(Dataset excerpts)
○ ○ ○ ○ ○
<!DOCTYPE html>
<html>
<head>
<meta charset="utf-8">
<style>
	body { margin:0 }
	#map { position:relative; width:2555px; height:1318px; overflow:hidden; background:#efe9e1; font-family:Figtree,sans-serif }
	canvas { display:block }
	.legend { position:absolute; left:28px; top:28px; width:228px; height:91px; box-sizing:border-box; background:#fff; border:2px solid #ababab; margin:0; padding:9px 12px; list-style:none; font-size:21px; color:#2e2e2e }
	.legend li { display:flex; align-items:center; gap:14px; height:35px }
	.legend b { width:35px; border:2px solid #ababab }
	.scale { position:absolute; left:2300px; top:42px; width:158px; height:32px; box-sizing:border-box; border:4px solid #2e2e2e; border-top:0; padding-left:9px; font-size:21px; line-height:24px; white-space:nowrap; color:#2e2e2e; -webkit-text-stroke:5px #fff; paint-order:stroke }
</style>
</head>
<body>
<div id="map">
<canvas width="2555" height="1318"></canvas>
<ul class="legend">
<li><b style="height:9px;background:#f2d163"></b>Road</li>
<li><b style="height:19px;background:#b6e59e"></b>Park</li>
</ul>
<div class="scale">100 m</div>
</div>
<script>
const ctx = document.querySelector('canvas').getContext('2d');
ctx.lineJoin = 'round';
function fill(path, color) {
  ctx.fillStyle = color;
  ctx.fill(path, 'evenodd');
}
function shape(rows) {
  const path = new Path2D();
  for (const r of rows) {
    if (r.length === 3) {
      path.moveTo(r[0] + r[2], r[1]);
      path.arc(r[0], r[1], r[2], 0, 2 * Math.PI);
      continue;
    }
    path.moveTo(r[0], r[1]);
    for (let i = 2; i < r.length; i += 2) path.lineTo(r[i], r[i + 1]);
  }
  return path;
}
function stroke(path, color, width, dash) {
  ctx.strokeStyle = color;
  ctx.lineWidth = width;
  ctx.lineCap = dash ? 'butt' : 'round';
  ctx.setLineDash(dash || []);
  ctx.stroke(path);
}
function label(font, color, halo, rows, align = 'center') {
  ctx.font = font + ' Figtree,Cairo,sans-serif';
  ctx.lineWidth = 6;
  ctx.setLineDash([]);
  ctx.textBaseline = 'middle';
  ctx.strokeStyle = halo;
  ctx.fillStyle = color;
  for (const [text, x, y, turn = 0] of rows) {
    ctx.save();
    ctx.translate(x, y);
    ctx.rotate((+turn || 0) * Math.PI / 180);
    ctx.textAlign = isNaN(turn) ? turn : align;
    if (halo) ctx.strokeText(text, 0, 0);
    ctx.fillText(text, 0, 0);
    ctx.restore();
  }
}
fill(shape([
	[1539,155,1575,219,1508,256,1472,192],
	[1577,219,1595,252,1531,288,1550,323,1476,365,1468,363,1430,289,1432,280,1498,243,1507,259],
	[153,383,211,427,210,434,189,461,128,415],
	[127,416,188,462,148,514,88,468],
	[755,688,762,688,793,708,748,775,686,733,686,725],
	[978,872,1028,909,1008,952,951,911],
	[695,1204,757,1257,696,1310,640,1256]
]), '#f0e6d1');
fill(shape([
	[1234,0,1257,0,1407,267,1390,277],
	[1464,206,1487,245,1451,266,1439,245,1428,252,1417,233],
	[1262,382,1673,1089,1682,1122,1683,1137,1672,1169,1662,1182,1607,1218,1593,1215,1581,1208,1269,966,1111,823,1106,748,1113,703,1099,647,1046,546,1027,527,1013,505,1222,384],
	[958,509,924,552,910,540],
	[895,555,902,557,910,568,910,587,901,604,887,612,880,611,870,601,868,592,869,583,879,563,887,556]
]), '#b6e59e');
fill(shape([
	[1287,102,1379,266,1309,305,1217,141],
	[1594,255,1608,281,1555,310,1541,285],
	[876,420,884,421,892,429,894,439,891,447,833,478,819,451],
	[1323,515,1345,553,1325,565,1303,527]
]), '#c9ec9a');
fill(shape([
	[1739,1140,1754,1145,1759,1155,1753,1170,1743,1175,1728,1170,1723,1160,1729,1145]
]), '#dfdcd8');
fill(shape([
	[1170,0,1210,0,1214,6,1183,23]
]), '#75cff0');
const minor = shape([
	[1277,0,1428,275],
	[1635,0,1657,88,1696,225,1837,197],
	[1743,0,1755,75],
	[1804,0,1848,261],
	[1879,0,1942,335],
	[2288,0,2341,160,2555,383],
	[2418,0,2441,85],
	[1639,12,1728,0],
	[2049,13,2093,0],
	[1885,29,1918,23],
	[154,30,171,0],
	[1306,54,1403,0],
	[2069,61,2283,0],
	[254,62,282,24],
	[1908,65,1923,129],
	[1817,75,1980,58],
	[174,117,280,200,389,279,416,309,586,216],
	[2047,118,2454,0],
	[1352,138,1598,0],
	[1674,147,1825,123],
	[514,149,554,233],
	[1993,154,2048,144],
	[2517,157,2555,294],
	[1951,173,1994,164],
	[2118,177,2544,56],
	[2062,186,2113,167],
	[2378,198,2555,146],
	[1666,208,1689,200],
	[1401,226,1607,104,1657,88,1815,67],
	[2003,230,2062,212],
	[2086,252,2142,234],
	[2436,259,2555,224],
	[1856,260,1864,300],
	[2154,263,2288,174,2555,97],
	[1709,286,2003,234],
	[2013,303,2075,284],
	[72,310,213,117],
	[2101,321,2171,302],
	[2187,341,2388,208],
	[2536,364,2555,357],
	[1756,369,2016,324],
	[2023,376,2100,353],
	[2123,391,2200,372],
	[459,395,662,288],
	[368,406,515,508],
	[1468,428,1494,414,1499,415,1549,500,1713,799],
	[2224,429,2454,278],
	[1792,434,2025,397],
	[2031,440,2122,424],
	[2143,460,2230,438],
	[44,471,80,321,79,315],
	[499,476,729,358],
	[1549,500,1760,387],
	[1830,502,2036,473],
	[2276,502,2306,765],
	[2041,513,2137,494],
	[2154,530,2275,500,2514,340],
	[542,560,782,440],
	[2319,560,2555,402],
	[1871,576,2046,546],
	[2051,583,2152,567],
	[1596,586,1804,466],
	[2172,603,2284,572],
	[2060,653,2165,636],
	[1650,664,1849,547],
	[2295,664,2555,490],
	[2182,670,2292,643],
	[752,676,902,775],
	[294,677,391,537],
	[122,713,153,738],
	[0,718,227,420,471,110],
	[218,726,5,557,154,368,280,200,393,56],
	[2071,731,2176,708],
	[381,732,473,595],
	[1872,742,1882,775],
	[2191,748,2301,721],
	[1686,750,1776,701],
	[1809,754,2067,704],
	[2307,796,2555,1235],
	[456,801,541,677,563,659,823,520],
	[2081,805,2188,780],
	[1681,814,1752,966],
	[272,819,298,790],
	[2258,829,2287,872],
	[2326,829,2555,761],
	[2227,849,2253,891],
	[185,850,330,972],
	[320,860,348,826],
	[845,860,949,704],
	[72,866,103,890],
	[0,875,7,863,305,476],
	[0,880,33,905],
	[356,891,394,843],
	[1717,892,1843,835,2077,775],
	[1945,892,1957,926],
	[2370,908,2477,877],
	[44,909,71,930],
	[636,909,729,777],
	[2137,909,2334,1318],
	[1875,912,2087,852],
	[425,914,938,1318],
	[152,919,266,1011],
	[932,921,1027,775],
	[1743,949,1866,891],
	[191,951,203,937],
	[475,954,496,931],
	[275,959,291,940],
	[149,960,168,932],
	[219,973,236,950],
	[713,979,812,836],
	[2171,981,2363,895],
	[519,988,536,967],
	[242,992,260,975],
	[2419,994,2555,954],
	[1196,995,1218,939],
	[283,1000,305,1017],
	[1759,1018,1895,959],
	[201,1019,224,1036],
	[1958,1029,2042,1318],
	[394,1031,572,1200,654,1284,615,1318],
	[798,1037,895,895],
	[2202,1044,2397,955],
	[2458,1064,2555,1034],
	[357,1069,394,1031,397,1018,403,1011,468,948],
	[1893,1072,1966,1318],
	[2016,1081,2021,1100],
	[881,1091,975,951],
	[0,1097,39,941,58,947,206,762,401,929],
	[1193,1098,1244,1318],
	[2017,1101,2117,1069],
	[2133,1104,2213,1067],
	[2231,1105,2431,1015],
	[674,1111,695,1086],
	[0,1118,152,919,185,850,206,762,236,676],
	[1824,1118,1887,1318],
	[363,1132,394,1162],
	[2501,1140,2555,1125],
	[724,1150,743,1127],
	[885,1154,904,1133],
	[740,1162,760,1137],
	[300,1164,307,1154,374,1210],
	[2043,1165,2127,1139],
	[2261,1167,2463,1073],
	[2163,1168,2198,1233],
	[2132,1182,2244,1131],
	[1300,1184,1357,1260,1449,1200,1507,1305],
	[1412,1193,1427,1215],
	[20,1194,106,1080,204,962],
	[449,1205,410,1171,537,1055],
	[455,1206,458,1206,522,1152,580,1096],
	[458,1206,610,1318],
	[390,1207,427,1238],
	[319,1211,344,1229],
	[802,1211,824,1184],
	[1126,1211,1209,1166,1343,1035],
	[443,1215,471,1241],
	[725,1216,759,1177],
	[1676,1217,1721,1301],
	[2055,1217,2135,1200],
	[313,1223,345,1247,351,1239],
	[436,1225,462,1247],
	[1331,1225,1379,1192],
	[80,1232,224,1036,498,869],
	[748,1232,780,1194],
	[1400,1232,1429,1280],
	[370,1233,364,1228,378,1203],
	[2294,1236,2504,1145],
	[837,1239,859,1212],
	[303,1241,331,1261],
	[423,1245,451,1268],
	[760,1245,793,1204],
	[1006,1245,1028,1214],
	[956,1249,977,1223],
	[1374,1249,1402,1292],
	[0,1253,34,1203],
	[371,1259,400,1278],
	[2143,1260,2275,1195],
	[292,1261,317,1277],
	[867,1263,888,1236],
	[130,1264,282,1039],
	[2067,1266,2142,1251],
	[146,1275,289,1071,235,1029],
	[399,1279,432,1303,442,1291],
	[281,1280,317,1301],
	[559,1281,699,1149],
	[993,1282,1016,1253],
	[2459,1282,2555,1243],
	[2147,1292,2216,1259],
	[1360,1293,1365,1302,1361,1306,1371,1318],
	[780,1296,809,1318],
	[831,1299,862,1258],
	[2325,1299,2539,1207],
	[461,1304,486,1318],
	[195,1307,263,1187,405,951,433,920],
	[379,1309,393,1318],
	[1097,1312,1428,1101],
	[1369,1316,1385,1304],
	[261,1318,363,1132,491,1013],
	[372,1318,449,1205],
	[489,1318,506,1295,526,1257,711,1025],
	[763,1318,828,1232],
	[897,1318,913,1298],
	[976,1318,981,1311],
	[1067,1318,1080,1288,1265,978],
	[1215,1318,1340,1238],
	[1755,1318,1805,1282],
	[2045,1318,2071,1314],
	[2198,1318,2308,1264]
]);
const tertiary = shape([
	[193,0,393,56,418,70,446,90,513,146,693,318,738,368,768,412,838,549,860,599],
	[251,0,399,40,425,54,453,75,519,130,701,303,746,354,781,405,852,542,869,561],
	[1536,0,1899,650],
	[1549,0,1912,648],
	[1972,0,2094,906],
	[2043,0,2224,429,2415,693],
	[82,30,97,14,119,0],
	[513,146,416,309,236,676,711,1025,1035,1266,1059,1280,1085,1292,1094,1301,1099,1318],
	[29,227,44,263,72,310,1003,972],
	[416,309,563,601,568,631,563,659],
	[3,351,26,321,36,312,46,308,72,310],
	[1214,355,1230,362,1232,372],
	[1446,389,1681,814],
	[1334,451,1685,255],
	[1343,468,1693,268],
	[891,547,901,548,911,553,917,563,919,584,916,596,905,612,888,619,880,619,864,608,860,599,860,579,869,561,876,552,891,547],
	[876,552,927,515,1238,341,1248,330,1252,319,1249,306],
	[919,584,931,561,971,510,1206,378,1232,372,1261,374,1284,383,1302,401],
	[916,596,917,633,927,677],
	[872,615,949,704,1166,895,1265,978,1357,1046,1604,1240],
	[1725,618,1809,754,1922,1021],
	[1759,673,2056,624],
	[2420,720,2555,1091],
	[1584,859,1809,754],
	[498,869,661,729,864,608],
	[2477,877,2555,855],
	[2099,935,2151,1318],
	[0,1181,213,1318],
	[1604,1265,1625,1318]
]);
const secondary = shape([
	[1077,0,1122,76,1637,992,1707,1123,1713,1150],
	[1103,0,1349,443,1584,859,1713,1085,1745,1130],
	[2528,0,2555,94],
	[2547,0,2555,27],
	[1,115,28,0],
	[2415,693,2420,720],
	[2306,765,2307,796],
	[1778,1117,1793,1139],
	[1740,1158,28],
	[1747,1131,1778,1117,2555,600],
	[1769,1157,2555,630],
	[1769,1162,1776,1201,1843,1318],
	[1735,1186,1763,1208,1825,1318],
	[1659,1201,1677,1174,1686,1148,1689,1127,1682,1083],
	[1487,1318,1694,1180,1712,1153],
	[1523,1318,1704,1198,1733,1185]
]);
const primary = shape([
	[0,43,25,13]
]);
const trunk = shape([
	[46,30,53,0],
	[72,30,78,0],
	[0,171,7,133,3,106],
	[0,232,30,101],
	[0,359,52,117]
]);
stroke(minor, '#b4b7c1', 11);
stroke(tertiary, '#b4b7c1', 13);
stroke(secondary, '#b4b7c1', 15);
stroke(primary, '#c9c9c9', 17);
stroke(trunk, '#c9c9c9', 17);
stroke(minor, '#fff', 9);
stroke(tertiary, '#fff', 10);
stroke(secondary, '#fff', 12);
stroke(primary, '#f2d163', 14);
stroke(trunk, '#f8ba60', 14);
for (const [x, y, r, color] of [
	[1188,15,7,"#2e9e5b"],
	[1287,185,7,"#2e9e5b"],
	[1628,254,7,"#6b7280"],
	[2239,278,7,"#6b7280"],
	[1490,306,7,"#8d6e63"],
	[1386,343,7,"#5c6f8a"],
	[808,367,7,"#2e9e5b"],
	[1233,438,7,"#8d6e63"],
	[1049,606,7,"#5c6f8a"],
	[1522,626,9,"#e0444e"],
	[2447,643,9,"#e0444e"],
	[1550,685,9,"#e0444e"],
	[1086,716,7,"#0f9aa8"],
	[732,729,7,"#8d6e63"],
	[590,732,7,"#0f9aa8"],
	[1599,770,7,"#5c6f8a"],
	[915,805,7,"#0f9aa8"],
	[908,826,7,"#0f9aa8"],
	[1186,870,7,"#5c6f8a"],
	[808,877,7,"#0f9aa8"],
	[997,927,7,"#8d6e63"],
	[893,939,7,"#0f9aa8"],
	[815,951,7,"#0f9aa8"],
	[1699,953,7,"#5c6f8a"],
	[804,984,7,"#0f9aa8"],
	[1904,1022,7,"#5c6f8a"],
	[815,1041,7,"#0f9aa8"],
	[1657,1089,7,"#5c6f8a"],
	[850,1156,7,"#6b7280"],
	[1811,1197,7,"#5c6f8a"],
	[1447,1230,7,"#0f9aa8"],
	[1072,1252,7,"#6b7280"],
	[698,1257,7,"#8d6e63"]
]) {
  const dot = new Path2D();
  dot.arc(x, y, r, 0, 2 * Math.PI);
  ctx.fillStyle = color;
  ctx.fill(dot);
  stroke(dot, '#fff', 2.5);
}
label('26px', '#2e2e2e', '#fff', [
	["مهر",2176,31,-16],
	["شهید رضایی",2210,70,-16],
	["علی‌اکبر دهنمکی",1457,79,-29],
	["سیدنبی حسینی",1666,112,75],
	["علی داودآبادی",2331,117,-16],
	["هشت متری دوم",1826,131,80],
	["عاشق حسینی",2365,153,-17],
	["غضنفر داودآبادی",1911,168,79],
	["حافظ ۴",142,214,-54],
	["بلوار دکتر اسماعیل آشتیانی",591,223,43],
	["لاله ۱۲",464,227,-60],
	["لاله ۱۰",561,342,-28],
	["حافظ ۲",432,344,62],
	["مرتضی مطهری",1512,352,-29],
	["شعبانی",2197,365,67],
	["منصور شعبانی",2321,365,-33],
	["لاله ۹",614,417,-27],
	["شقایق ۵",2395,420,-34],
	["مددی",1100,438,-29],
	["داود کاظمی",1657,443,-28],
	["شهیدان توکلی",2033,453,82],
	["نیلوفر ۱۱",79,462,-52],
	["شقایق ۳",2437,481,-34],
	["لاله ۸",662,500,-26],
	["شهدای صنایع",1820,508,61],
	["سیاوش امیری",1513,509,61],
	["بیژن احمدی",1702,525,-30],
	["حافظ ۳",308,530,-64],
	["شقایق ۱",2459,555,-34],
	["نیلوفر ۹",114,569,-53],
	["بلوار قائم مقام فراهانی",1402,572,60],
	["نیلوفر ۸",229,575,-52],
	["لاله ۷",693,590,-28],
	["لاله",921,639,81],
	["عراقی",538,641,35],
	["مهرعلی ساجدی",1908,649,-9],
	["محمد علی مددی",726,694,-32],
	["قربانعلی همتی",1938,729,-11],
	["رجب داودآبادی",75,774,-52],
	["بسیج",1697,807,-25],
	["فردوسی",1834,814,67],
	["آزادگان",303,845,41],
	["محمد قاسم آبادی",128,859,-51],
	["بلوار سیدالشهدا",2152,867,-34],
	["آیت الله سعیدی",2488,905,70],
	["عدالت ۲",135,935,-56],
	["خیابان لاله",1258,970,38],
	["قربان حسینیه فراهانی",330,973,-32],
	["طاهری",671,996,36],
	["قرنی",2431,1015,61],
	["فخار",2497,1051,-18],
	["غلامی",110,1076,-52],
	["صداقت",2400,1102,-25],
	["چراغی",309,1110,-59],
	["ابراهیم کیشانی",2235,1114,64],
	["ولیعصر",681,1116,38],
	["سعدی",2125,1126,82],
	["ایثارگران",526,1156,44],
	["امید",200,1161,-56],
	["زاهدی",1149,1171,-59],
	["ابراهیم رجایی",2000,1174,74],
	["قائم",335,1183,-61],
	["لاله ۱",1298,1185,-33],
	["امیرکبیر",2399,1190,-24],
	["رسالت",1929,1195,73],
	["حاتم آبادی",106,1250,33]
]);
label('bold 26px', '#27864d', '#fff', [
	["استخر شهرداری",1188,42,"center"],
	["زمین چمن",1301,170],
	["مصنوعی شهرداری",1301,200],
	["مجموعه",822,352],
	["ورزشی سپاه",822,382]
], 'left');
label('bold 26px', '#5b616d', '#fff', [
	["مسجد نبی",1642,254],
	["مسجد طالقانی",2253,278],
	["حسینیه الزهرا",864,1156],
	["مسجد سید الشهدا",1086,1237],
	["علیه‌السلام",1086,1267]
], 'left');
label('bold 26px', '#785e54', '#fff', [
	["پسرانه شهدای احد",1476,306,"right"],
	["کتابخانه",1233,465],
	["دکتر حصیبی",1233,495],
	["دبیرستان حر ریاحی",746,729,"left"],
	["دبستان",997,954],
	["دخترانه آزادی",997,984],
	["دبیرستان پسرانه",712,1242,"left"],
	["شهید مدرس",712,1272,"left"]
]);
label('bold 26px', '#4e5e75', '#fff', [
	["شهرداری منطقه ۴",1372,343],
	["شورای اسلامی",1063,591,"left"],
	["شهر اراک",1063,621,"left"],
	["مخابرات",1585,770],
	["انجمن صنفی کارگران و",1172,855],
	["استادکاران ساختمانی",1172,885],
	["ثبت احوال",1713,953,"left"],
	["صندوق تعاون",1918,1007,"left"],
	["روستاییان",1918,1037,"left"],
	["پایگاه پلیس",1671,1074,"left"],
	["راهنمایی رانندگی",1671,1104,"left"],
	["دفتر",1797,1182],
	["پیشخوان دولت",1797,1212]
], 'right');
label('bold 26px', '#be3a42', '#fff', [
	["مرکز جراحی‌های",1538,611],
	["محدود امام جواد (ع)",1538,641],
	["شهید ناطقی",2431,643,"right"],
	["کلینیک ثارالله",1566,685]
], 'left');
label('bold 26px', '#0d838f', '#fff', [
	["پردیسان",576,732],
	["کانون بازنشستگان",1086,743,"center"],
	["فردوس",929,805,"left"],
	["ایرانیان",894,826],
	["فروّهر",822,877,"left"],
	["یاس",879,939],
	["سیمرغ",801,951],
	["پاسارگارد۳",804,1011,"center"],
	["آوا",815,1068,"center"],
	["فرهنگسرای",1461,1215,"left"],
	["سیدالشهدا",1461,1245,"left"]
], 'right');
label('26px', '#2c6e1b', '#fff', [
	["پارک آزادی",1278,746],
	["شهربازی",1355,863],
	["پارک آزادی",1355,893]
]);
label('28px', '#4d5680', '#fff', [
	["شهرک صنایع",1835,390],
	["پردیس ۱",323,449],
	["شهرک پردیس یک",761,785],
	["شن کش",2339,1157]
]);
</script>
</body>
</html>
○ ○ ○ ○ ○
Work item.
Of all the lines in the data above, show only those that hold the word "align".

Reply to the task.
	.legend li { display:flex; align-items:center; gap:14px; height:35px }
function label(font, color, halo, rows, align = 'center') {
    ctx.textAlign = isNaN(turn) ? turn : align;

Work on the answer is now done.